J2 reviews editor Orchid Tierney reads three collections interrogating the poetic forms of the everyday.



Thousand Star Hotel
, Bao Phi (Coffee House Press, 2017)

Bao Phi’s collection unabashedly tackles the politics of racism and erasure that pervades everyday life for Asian Americans. Poetic lines haunt the genealogy of trauma that trickles down familial lines: “My daughter is not yet five when she learns to be scared of racists, / yet smiles at every playground”; “To say the past is past is bloodless privilege”; and “We argue on the internet while our kids beg us to lock the windows / and doors.” Throughout, Bao Phi’s poetry navigates this mix of relentless racial violence and vulnerability, whilst reminding the reader of the intimacy possible in the fractures.



Days and Works
, Rachel Blau DuPlessis (Ahsahta Press, 2017)

Collage for Rachel Blau DuPlessis is another form of waste management. Days and Works stitches together an archive of newspaper clippings and prose to interrogate the complexities of modern life, the materiality of the book, and the “mystery of writing” through an ecocritical feminist gaze. “We are living in late catapultism,” DuPlessis writes, “The trade in waste, the wasted lives.
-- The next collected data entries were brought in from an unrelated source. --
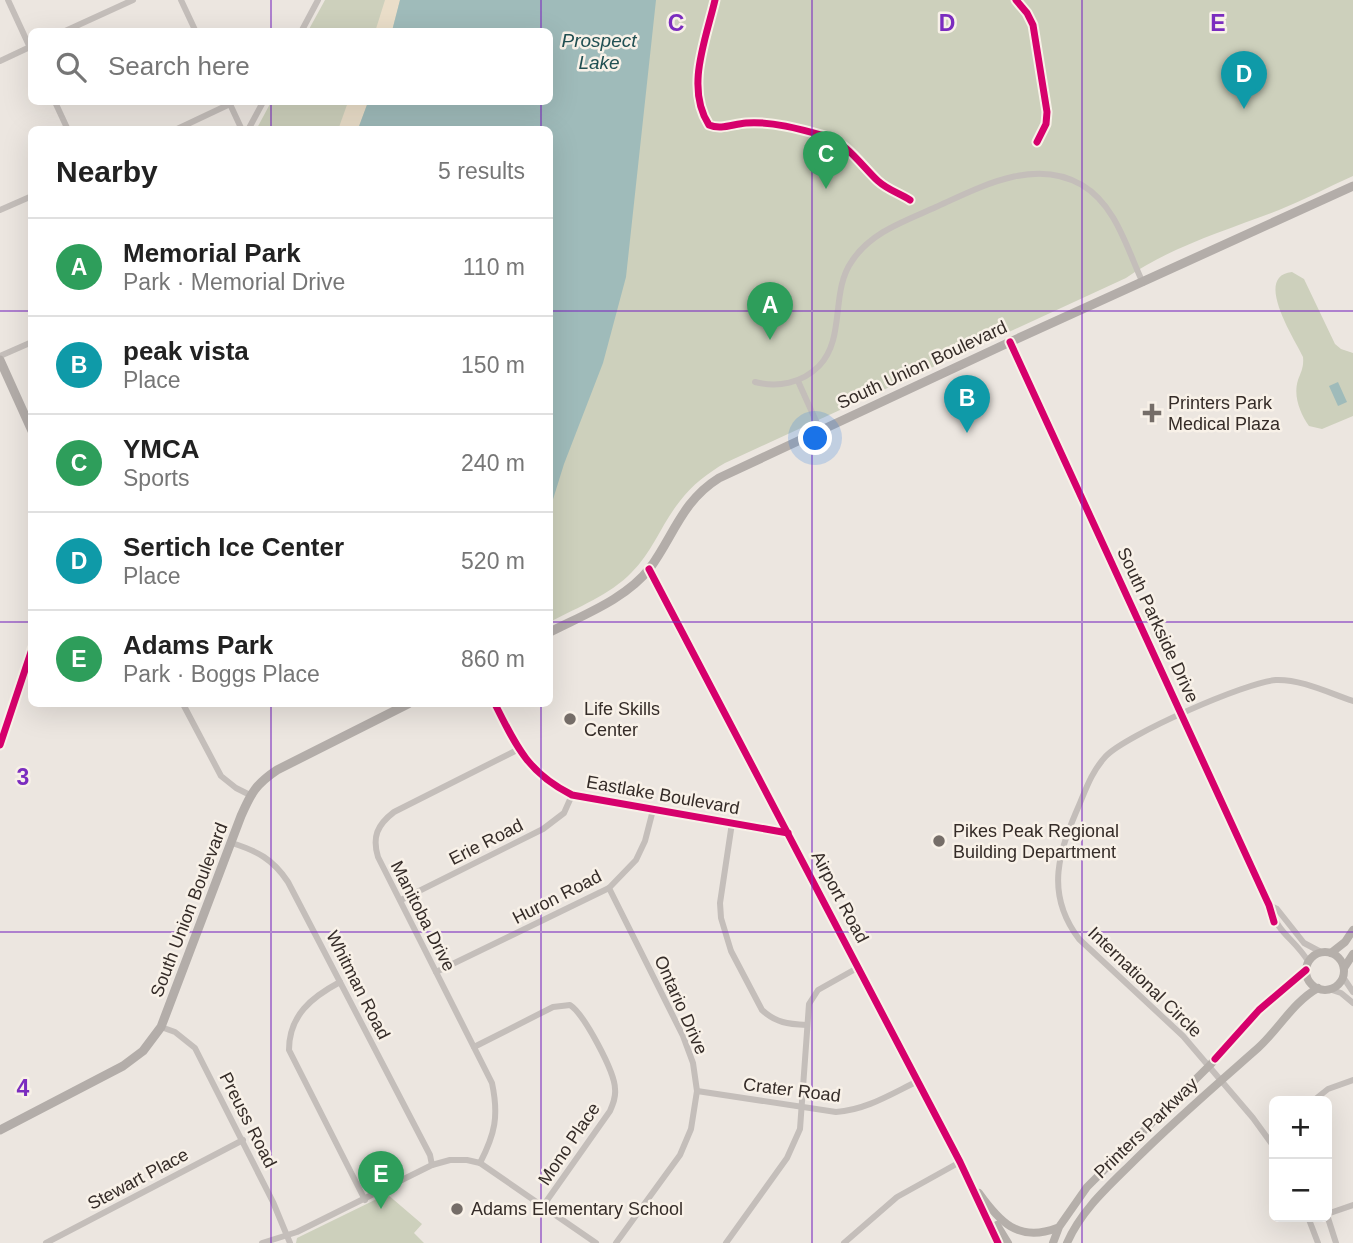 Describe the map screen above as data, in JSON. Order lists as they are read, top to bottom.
{
  "streets": {
    "main road": [
      "South Union Boulevard",
      "South Parkside Drive",
      "Airport Road",
      "Printers Parkway"
    ],
    "street": [
      "Eastlake Boulevard",
      "Erie Road",
      "Huron Road",
      "Manitoba Drive",
      "International Circle",
      "Whitman Road",
      "Ontario Drive",
      "Crater Road",
      "Preuss Road",
      "Mono Place",
      "Stewart Place"
    ]
  },
  "crossings": [
    ["South Union Boulevard", "South Parkside Drive"],
    ["South Union Boulevard", "Airport Road"],
    ["South Union Boulevard", "Whitman Road"],
    ["South Union Boulevard", "Preuss Road"],
    ["South Parkside Drive", "International Circle"],
    ["South Parkside Drive", "Printers Parkway"],
    ["Eastlake Boulevard", "Erie Road"],
    ["Eastlake Boulevard", "Huron Road"],
    ["Eastlake Boulevard", "Airport Road"],
    ["Eastlake Boulevard", "Manitoba Drive"],
    ["Erie Road", "Manitoba Drive"],
    ["Huron Road", "Manitoba Drive"],
    ["Huron Road", "Ontario Drive"],
    ["Airport Road", "Crater Road"],
    ["Manitoba Drive", "Mono Place"],
    ["International Circle", "Printers Parkway"],
    ["Ontario Drive", "Crater Road"],
    ["Preuss Road", "Stewart Place"]
  ],
  "water": ["Prospect Lake"],
  "places": {
    "health": ["Printers Park Medical Plaza"],
    "other": ["Life Skills Center", "Pikes Peak Regional Building Department", "Adams Elementary School"]
  },
  "page": {
    "search": "Search here",
    "pins": [
      "D",
      "C",
      "A",
      "B",
      "E"
    ],
    "heading": ["Nearby", "5 results"],
    "list": [
      {
        "mark": "A",
        "name": "Memorial Park",
        "note": "Park · Memorial Drive",
        "value": "110 m"
      },
      {
        "mark": "B",
        "name": "peak vista",
        "note": "Place",
        "value": "150 m"
      },
      {
        "mark": "C",
        "name": "YMCA",
        "note": "Sports",
        "value": "240 m"
      },
      {
        "mark": "D",
        "name": "Sertich Ice Center",
        "note": "Place",
        "value": "520 m"
      },
      {
        "mark": "E",
        "name": "Adams Park",
        "note": "Park · Boggs Place",
        "value": "860 m"
      }
    ],
    "map_buttons": ["+", "−"]
  },
  "grid": {
    "columns": ["C", "D", "E"],
    "rows": ["3", "4"]
  }
}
Scattered everywhere, illegal dumps”; and “I dreamed of fundamentalists cutting off all my hair as a sign of their power to impose their will upon my head.” At times witty and humorous, this interstitial work confronts the extremities of form and language.



Abandoned Angel
, Burt Kimmelman (Marsh Hawk Press, 2016)

Terse and deliberate, Burt Kimmelman’s new collection inhabits the climes and transient spaces of the modern city. Urban worlds are rendered material and vivid with concise language that mimics the built environment of the poems: “Horn’s sounds fill the room, drums, / voices I used to hear”; “Petals opened to our gaze — a kind of music, / the wings of Keats’s bird / flutters in the autumn / dusk all in a moment.” Throughout, the simple architecture of each poem lulls the reader with astute observations that populate a world with dancing couples, jazz, and sea gulls on a Miami beach.